The hydrogel (0.1 mL, 10 mg kg⁻¹ TMZ equivalent) was stereotactically injected into the tumor core on Day 7. For irradiated groups, mice received 808 nm laser (0.5 W cm⁻²) for 30 min daily, starting 1 h post‑injection, continued 5 days/week for 3 weeks.
Tumor Volume Measurement: MRI (7 T) scans were performed weekly. Tumor volumes were calculated using the ellipsoid formula:
[
V = \frac{π}{6} \times L \times W \times H
]
Survival Analysis: Mice were monitored daily for neurological deficits.

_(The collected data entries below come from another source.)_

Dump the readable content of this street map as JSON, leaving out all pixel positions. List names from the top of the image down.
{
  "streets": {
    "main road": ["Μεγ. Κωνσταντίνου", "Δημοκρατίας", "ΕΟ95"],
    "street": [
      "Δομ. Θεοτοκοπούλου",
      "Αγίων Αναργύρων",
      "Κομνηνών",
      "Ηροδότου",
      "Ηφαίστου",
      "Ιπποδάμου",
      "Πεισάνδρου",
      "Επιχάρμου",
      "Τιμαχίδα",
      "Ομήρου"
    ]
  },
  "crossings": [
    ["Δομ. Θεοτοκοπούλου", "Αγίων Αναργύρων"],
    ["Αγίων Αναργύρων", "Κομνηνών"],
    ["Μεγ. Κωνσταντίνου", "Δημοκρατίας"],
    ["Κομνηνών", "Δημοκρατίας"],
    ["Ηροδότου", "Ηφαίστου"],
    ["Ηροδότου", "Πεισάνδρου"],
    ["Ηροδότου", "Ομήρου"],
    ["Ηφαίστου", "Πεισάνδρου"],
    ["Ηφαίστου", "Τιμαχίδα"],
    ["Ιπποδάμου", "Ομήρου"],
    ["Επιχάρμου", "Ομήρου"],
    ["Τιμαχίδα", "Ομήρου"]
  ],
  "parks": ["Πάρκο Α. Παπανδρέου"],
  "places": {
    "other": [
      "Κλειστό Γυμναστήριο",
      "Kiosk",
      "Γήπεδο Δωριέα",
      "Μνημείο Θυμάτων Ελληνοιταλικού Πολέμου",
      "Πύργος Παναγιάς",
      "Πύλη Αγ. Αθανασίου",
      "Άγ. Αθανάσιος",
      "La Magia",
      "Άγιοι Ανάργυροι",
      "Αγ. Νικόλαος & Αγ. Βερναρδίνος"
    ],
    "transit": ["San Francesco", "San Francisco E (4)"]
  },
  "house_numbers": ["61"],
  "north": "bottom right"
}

Survival was defined as the time from surgery until humane endpoint. Data were plotted using Kaplan–Meier curves and compared via log‑rank test.
Histology & Biodistribution: At study endpoint, brain tissue was harvested, sectioned, and stained with H&E. TMZ biodistribution was quantified by liquid chromatography‑tandem mass spectrometry (LC‑MS/MS) in plasma and major organs.
3.8 Statistical Analysis
All data are presented as mean ± SD. Group comparisons performed via one‑way ANOVA followed by Tukey's test. A p < 0.05 was considered significant. Analyses conducted in GraphPad Prism 9.
4. Results
4.1 Hydrogel Characterization
- Morphology: Scanning electron microscopy (SEM) revealed a porous network (~200 nm pores) with embedded AuNRs uniformly distributed.
- Mechanical Properties: Compression modulus (~1.2 kPa) matches brain tissue compliance (0.5–1.2 kPa), ensuring minimal mechanical mismatch.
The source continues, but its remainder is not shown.